### WHAT IS EXPECTED
Would you retype, word for word, the line with "Instruction: Describe the" and each line after it to the end of the entries below, leaving the pictures out?

START SOURCE DATA

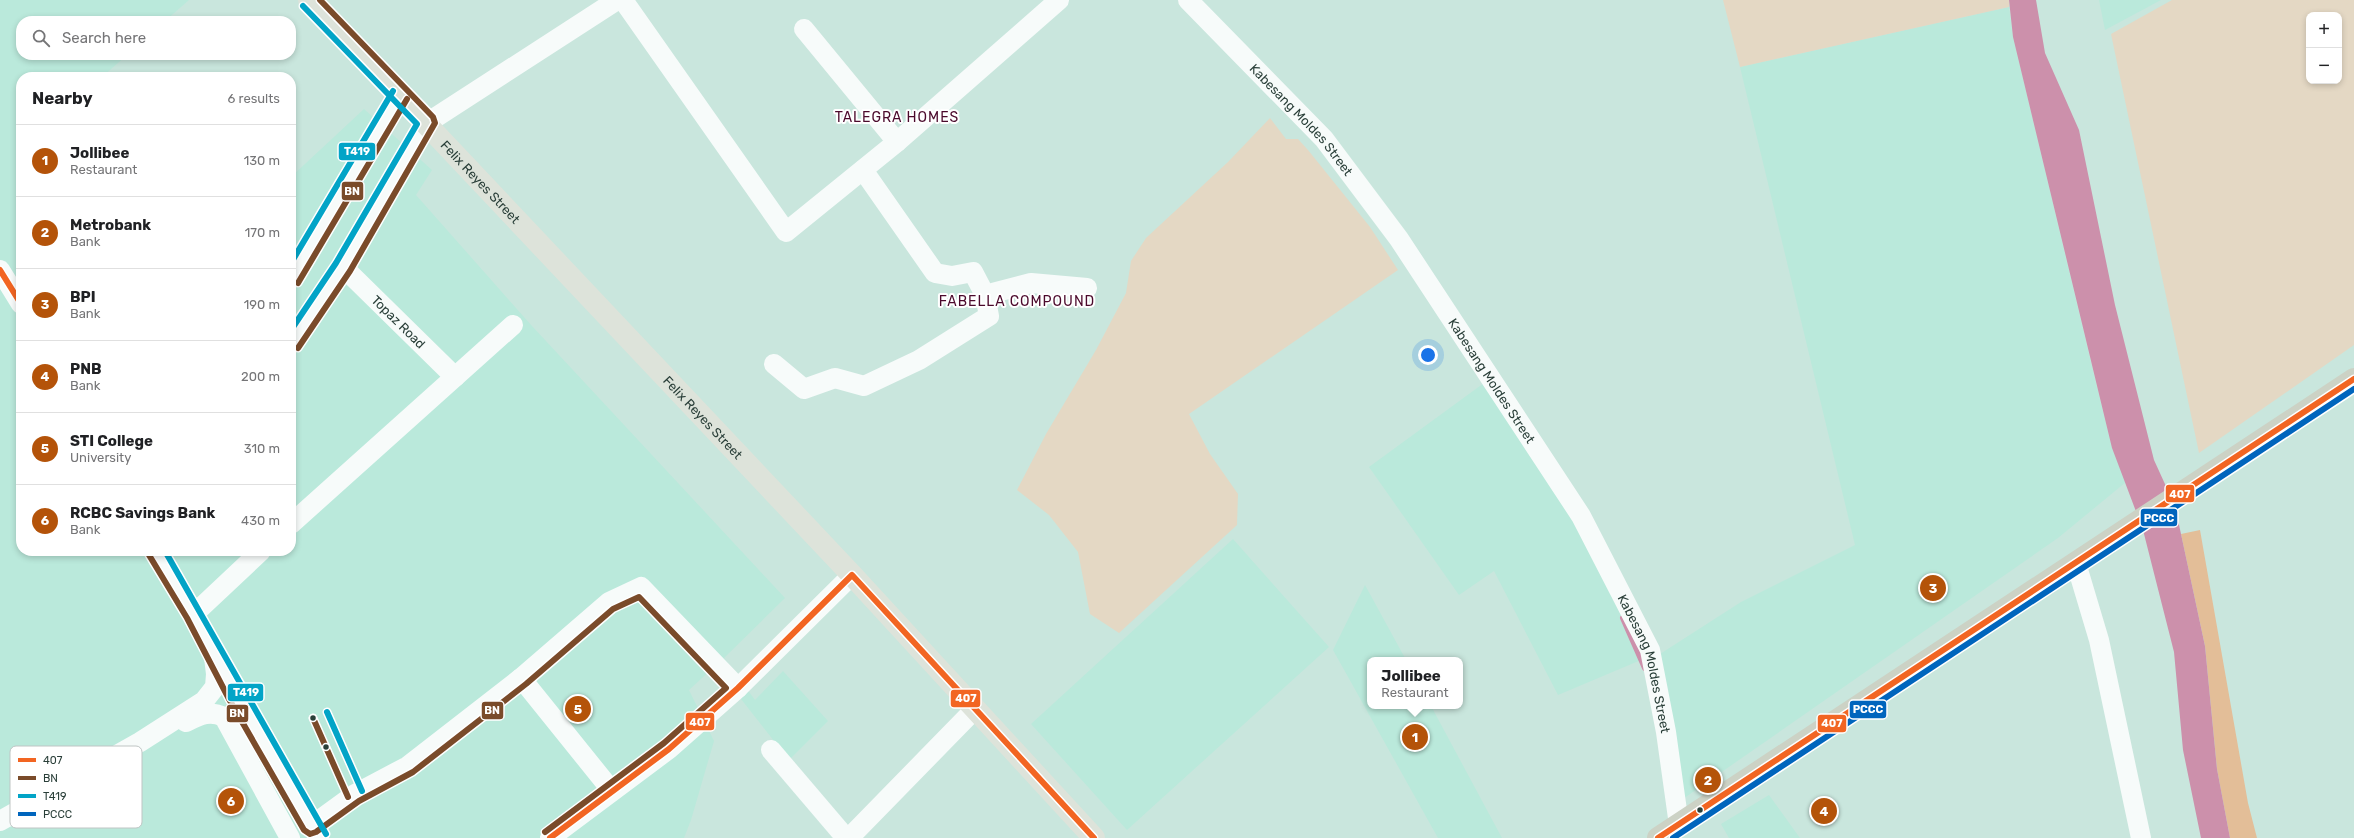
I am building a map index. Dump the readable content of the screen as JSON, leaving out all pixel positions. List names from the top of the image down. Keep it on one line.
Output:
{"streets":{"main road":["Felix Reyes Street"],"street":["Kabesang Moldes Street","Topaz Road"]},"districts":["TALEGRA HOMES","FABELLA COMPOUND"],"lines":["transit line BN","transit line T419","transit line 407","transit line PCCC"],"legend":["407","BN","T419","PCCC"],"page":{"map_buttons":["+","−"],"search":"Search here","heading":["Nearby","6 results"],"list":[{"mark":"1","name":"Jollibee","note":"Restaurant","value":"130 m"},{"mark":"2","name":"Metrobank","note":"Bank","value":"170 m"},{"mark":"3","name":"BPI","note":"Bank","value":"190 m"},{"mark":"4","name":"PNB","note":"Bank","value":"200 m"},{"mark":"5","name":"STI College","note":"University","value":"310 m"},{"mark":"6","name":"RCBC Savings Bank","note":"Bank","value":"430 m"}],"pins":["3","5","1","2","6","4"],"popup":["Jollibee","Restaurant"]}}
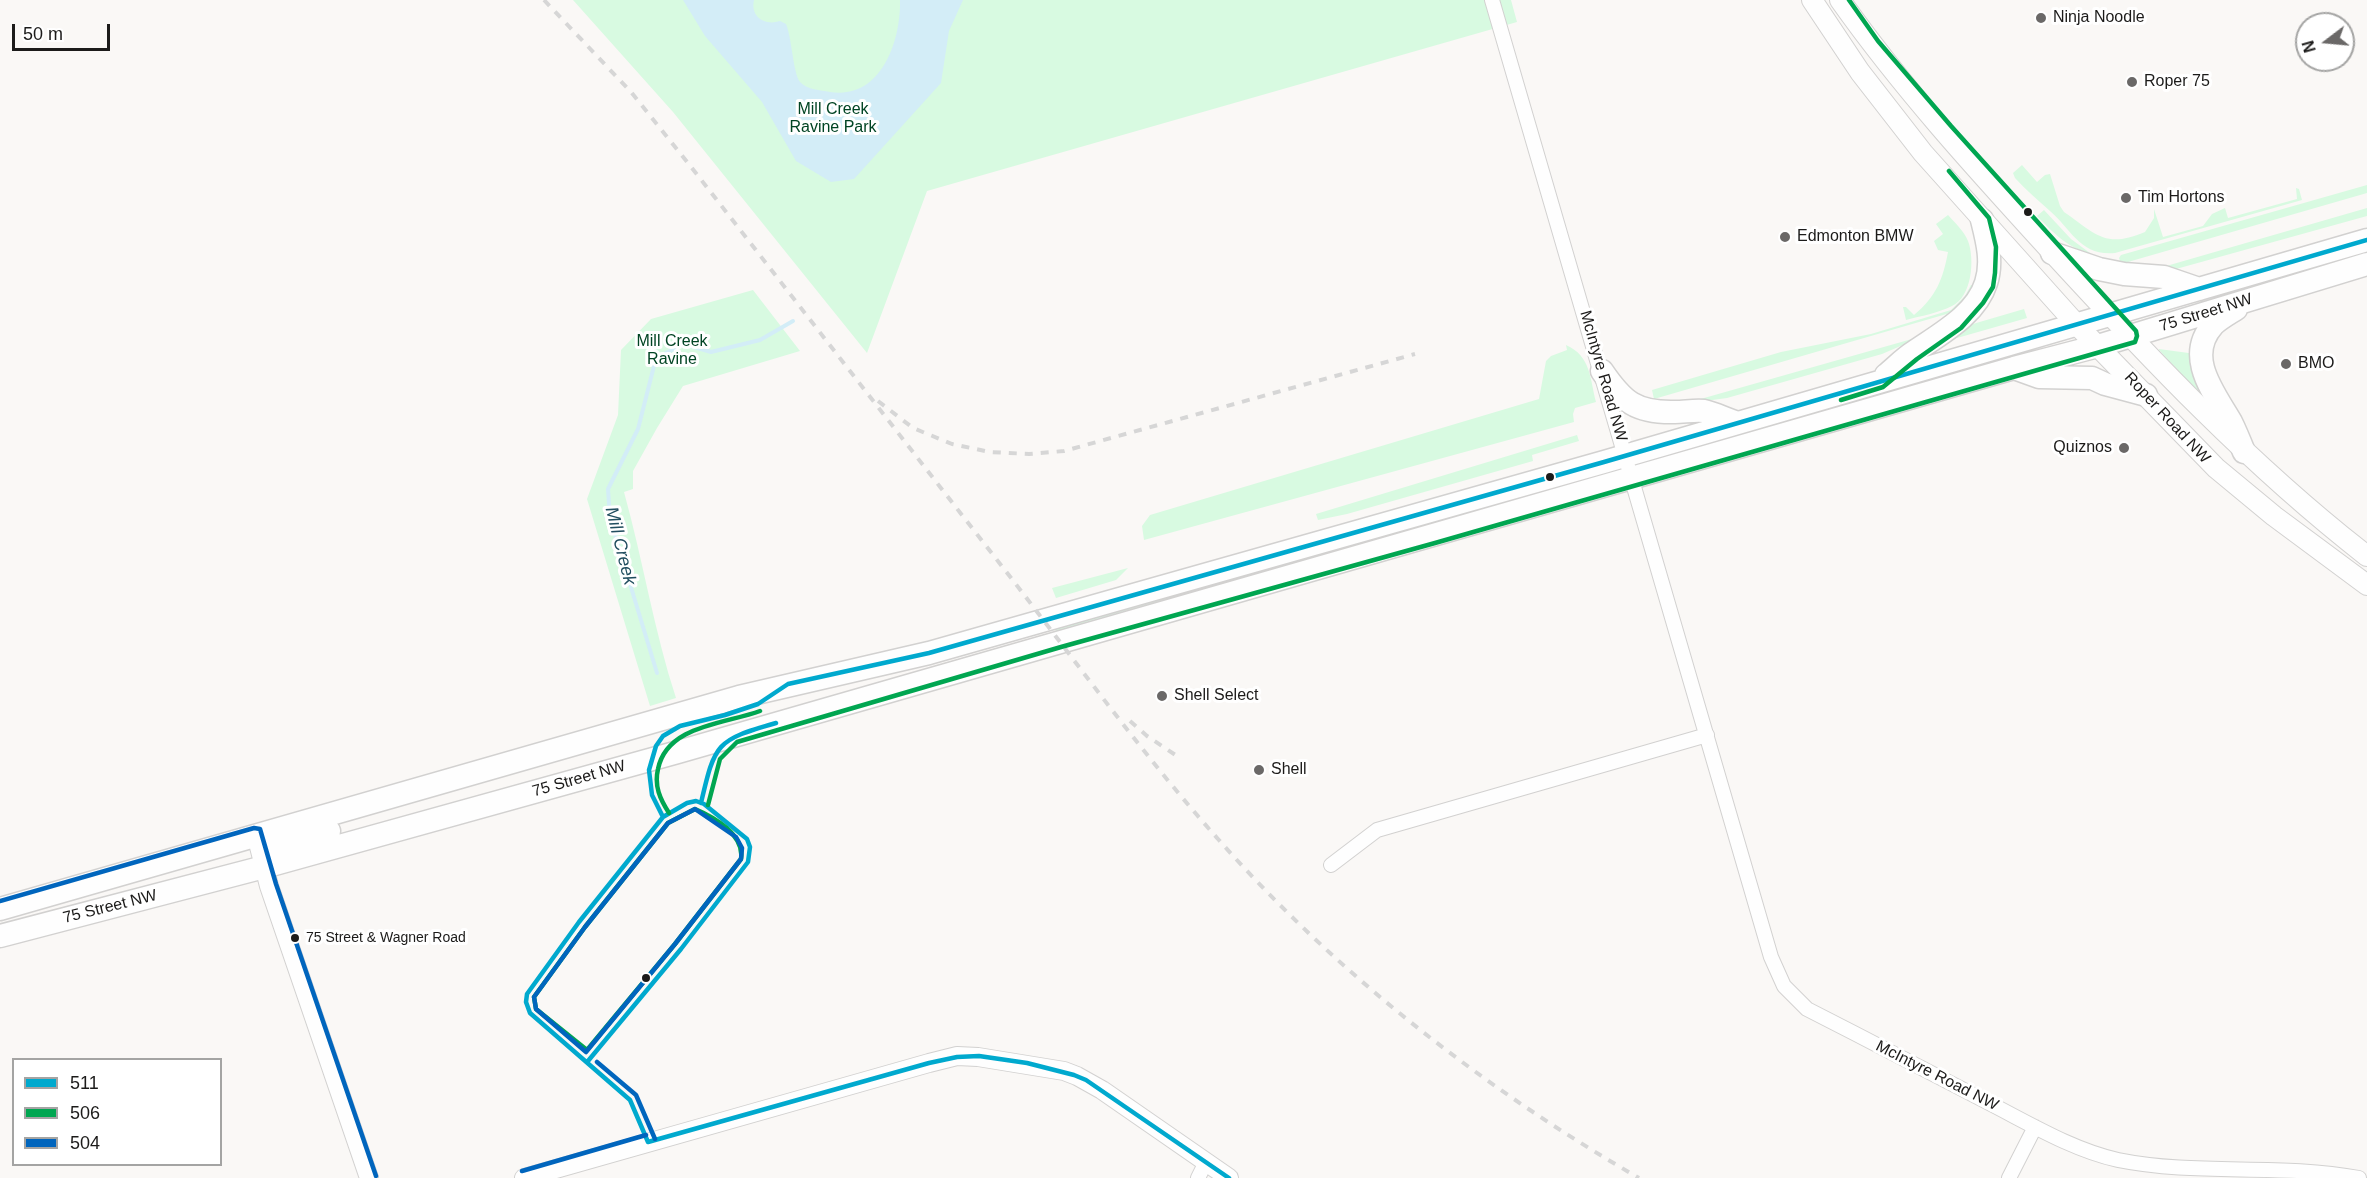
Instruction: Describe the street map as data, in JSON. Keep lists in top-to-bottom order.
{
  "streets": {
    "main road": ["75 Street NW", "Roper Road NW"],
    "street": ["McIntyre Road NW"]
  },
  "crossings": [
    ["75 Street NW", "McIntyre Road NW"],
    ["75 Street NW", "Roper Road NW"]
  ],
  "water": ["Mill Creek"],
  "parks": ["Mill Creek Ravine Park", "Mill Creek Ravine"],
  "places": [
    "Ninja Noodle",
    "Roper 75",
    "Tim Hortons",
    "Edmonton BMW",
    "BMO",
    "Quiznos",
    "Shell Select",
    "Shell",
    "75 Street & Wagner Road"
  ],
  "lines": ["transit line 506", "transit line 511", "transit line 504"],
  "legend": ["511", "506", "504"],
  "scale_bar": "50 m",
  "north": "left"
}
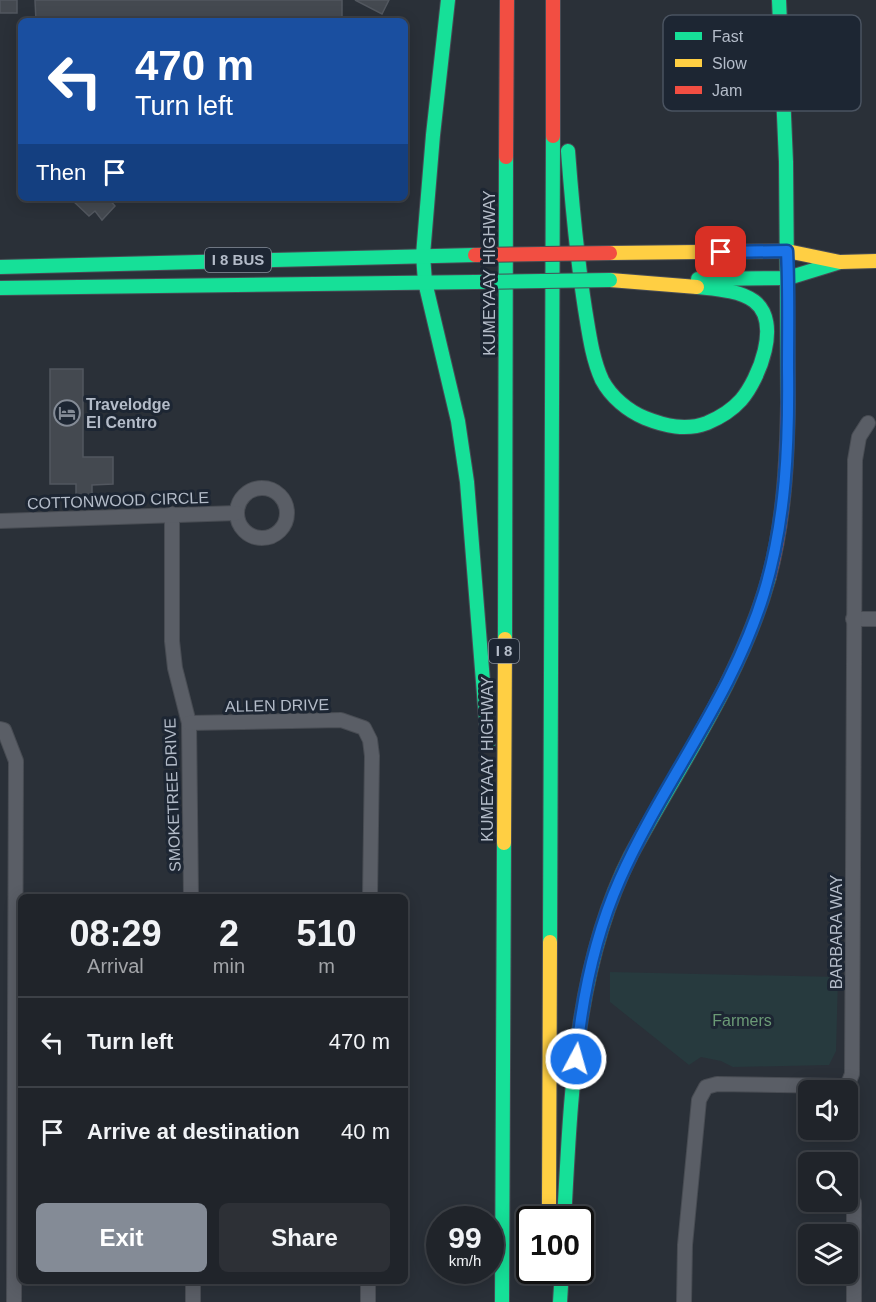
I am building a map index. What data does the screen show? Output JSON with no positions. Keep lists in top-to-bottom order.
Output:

END SOURCE DATA

### ANSWER FOR THE TASK
Instruction: Describe the street map as data, in JSON. Keep lists in top-to-bottom order.
{
  "streets": {
    "main road": ["75 Street NW", "Roper Road NW"],
    "street": ["McIntyre Road NW"]
  },
  "crossings": [
    ["75 Street NW", "McIntyre Road NW"],
    ["75 Street NW", "Roper Road NW"]
  ],
  "water": ["Mill Creek"],
  "parks": ["Mill Creek Ravine Park", "Mill Creek Ravine"],
  "places": [
    "Ninja Noodle",
    "Roper 75",
    "Tim Hortons",
    "Edmonton BMW",
    "BMO",
    "Quiznos",
    "Shell Select",
    "Shell",
    "75 Street & Wagner Road"
  ],
  "lines": ["transit line 506", "transit line 511", "transit line 504"],
  "legend": ["511", "506", "504"],
  "scale_bar": "50 m",
  "north": "left"
}
I am building a map index. What data does the screen show? Output JSON with no positions. Keep lists in top-to-bottom order.
Output:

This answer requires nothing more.